Furthermore, in repetitively chewing our cud, we complacently believe that what is happening to one group is a 'Civil Rights' issue. The term Civil Rights has become synonymous with the terms "them" and "it's their problem." But all the while, it is our collective problem: What is happening in our nation--daily--in prisons, in our streets and in our schools are all examples of HUMAN Rights issues. Ironically, if our foul behavior belonged to any other nation, as journalist Henry Potter so eloquently outlined, we might be up in arms, citing them for violating human rights and we'd subsequently host families from those cruel nations.

As Americans, it appears that we have become accustomed to accepting that 'others' are seen as 'others.' Our job security and social acceptability often relies upon us being what we haughtily refer to as 'Good Germans' and agreeing with the extremities of our limited dual-colored status quo rainbow. I thought I was imagining things--but in my efforts to readjust to America, I watched a program I had never seen, South Park.

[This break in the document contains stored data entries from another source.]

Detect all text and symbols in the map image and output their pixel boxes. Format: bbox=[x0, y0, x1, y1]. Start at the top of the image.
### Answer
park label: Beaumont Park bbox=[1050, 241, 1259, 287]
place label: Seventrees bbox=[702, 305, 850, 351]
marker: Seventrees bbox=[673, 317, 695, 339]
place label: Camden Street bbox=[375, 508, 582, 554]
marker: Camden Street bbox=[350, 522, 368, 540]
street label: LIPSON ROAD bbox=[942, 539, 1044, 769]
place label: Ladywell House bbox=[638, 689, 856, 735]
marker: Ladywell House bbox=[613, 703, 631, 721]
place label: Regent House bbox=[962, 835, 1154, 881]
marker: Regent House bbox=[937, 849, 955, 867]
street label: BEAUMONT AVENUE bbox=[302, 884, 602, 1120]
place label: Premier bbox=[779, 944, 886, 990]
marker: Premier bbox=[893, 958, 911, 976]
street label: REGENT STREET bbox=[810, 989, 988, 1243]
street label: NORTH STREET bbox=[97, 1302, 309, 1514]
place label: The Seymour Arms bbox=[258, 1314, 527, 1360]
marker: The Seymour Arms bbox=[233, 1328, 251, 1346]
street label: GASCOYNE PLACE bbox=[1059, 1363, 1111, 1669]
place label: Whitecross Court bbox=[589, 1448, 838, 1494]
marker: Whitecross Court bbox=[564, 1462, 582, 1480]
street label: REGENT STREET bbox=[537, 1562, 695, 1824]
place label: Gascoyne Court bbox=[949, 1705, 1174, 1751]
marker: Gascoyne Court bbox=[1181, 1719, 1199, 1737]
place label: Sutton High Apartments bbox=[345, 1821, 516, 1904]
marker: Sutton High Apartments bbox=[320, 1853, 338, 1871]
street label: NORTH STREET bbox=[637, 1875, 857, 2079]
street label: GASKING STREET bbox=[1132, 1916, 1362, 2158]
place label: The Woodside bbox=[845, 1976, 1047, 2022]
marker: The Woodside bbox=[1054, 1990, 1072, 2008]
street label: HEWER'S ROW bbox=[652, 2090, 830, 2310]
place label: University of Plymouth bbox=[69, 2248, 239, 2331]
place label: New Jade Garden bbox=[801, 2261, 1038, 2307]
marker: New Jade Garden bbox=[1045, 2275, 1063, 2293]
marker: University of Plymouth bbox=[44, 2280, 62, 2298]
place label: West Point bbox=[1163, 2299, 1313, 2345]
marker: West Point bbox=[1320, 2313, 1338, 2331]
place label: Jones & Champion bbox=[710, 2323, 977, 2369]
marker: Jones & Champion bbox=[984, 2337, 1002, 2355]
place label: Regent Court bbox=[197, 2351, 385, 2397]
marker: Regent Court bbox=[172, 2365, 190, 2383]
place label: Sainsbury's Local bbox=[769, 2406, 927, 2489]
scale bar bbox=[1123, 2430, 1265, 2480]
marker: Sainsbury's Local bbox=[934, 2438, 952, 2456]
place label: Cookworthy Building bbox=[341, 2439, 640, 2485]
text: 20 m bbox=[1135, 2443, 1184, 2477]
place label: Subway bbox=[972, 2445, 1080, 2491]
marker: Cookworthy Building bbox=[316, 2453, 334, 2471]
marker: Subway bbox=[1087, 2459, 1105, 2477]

Though their take on the characters Token, Cartman and our national paranoia of a zombie apocalypse was hilarious, the perceived view of 'others' by many Americans is too accurate. Our fellow tribesmen on both sides of our muted color scale may have not gotten the memo, but we are not zombies. We are a nation of varied peoples--many with good hearts to boot!

In my life time of a near fifty years, I can count three historical phases where we as Americans were actually beginning to heal as a nation and we were coming to our Thanksgiving table with more acceptance and more human understanding. But very much like the former Yugoslavia that I traversed in the late 80's, what I am witnessing now--in a land that once held such great hope--is the successful and callous disintegration of unity.

And if all the other colors within our American spectrum remain silently invisible and choose to not unite under the shared banner of human rights--which is all-inclusive--I have to say, I agree with David Bowie's old hit, this is not America.

(Moved by the intentional media play for national divisiveness around the Dunn case, but written in honor of all our children being needlessly taken from our grace.)